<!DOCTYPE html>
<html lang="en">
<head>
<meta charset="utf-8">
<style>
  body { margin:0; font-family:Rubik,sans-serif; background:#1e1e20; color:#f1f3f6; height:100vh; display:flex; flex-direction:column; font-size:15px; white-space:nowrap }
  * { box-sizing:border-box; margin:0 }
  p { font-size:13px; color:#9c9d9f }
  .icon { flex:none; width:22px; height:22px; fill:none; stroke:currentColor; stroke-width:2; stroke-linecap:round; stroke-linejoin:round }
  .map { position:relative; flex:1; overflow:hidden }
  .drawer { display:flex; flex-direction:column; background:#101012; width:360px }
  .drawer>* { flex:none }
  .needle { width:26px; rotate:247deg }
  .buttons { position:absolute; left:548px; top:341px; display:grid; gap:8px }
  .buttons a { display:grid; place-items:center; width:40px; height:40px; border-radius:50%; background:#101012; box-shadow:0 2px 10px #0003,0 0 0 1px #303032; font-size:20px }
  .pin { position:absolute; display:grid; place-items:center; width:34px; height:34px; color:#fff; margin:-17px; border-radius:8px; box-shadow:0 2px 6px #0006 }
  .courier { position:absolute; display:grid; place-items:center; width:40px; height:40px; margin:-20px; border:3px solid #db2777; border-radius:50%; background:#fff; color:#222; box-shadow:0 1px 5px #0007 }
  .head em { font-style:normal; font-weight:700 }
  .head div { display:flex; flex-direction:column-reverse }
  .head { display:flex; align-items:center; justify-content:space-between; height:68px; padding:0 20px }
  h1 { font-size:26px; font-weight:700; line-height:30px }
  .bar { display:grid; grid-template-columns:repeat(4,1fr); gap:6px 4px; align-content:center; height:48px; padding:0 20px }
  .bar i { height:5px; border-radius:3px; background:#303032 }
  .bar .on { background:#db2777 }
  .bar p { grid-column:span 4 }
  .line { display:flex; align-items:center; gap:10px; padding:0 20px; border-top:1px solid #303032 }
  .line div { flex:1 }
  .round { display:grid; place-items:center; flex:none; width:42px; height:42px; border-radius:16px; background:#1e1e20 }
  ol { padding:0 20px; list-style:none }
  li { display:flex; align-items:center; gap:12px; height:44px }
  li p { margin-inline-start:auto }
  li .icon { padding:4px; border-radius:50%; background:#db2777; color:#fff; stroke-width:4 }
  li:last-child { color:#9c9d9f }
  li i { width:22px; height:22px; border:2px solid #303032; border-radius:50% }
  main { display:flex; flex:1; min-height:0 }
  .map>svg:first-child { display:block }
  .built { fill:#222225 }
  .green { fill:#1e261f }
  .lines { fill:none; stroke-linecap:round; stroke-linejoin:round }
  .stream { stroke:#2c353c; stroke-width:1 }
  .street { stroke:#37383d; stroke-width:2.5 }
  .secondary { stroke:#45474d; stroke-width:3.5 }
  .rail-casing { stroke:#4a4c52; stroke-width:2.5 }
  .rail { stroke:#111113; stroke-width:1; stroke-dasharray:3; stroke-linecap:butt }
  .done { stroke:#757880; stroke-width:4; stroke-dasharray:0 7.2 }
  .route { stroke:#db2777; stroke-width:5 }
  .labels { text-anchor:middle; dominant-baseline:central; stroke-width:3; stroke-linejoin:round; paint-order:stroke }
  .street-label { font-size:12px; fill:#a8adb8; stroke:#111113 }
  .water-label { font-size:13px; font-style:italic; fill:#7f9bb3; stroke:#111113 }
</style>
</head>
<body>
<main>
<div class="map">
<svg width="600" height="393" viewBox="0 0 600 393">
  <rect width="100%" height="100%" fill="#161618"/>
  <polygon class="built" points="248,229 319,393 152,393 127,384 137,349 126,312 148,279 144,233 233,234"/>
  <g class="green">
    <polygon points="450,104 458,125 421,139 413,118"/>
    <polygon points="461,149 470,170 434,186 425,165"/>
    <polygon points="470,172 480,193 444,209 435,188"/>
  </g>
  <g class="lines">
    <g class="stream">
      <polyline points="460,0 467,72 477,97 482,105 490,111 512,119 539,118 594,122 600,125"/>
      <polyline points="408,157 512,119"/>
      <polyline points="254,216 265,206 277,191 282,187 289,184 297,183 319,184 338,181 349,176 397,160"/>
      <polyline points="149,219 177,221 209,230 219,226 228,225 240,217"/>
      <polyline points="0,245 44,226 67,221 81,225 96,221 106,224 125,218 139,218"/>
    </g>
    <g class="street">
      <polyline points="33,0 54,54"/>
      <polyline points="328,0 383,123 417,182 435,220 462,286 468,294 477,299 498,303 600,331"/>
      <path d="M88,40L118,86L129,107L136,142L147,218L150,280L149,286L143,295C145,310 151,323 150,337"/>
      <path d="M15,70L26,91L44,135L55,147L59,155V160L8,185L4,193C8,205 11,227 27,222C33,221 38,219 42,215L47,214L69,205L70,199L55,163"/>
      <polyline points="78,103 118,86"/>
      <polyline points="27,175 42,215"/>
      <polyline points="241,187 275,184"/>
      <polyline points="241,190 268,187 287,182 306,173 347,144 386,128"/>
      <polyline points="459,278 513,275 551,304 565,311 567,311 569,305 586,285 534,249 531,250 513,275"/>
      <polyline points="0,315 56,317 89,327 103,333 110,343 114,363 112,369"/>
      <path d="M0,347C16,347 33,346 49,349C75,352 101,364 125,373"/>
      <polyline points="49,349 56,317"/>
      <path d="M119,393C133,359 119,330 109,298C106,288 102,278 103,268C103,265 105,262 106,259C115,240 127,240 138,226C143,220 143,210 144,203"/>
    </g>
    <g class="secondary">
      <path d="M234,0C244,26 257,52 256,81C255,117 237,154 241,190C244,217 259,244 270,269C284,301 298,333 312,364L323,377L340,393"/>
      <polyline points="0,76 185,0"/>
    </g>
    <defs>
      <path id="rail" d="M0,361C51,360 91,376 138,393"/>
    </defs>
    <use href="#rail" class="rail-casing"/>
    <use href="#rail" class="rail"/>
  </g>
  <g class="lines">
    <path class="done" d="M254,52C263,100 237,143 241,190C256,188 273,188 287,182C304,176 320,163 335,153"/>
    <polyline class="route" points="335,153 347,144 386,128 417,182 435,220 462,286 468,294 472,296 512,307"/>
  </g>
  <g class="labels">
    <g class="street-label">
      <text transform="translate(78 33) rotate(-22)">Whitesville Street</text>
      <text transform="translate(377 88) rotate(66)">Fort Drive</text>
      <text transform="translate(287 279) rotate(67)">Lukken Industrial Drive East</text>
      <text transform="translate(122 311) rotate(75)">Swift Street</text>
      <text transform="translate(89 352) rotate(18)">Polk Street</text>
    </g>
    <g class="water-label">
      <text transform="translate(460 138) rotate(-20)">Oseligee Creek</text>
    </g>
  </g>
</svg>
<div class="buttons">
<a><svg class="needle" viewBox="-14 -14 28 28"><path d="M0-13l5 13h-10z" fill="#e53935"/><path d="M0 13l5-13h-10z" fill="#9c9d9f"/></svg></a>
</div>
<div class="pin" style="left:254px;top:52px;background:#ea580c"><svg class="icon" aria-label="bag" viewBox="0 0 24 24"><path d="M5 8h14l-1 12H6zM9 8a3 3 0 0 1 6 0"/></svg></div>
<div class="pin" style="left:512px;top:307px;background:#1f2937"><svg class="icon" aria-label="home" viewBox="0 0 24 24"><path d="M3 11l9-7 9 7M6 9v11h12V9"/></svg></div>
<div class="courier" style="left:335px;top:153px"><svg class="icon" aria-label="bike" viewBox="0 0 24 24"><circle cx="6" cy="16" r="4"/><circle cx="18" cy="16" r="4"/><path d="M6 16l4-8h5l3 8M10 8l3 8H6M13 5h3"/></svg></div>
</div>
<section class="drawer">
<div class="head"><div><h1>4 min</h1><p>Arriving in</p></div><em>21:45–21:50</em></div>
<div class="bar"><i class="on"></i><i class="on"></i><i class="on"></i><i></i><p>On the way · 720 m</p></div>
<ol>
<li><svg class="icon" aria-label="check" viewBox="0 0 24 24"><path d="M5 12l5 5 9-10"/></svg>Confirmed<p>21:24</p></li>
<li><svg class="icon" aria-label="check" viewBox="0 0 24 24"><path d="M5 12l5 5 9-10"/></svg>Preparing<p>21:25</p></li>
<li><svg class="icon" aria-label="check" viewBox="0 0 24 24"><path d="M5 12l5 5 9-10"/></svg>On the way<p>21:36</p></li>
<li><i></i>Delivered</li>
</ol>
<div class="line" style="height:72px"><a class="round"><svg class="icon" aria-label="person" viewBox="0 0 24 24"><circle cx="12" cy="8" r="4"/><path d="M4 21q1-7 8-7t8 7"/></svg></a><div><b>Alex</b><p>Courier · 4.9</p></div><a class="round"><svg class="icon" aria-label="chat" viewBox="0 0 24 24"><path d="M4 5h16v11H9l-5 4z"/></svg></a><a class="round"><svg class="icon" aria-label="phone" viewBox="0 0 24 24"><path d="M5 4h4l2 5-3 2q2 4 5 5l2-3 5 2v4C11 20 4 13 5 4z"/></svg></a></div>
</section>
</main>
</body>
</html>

**WHAT YOU HAVE TO DO**
Where the line holding "257,52 256,81C255,117 237,154" appears in the listing above, start reproducing exactly, and end with the line holding "11l9-7 9 7M6".

**EXERCISE OUTPUT**
      <path d="M234,0C244,26 257,52 256,81C255,117 237,154 241,190C244,217 259,244 270,269C284,301 298,333 312,364L323,377L340,393"/>
      <polyline points="0,76 185,0"/>
    </g>
    <defs>
      <path id="rail" d="M0,361C51,360 91,376 138,393"/>
    </defs>
    <use href="#rail" class="rail-casing"/>
    <use href="#rail" class="rail"/>
  </g>
  <g class="lines">
    <path class="done" d="M254,52C263,100 237,143 241,190C256,188 273,188 287,182C304,176 320,163 335,153"/>
    <polyline class="route" points="335,153 347,144 386,128 417,182 435,220 462,286 468,294 472,296 512,307"/>
  </g>
  <g class="labels">
    <g class="street-label">
      <text transform="translate(78 33) rotate(-22)">Whitesville Street</text>
      <text transform="translate(377 88) rotate(66)">Fort Drive</text>
      <text transform="translate(287 279) rotate(67)">Lukken Industrial Drive East</text>
      <text transform="translate(122 311) rotate(75)">Swift Street</text>
      <text transform="translate(89 352) rotate(18)">Polk Street</text>
    </g>
    <g class="water-label">
      <text transform="translate(460 138) rotate(-20)">Oseligee Creek</text>
    </g>
  </g>
</svg>
<div class="buttons">
<a><svg class="needle" viewBox="-14 -14 28 28"><path d="M0-13l5 13h-10z" fill="#e53935"/><path d="M0 13l5-13h-10z" fill="#9c9d9f"/></svg></a>
</div>
<div class="pin" style="left:254px;top:52px;background:#ea580c"><svg class="icon" aria-label="bag" viewBox="0 0 24 24"><path d="M5 8h14l-1 12H6zM9 8a3 3 0 0 1 6 0"/></svg></div>
<div class="pin" style="left:512px;top:307px;background:#1f2937"><svg class="icon" aria-label="home" viewBox="0 0 24 24"><path d="M3 11l9-7 9 7M6 9v11h12V9"/></svg></div>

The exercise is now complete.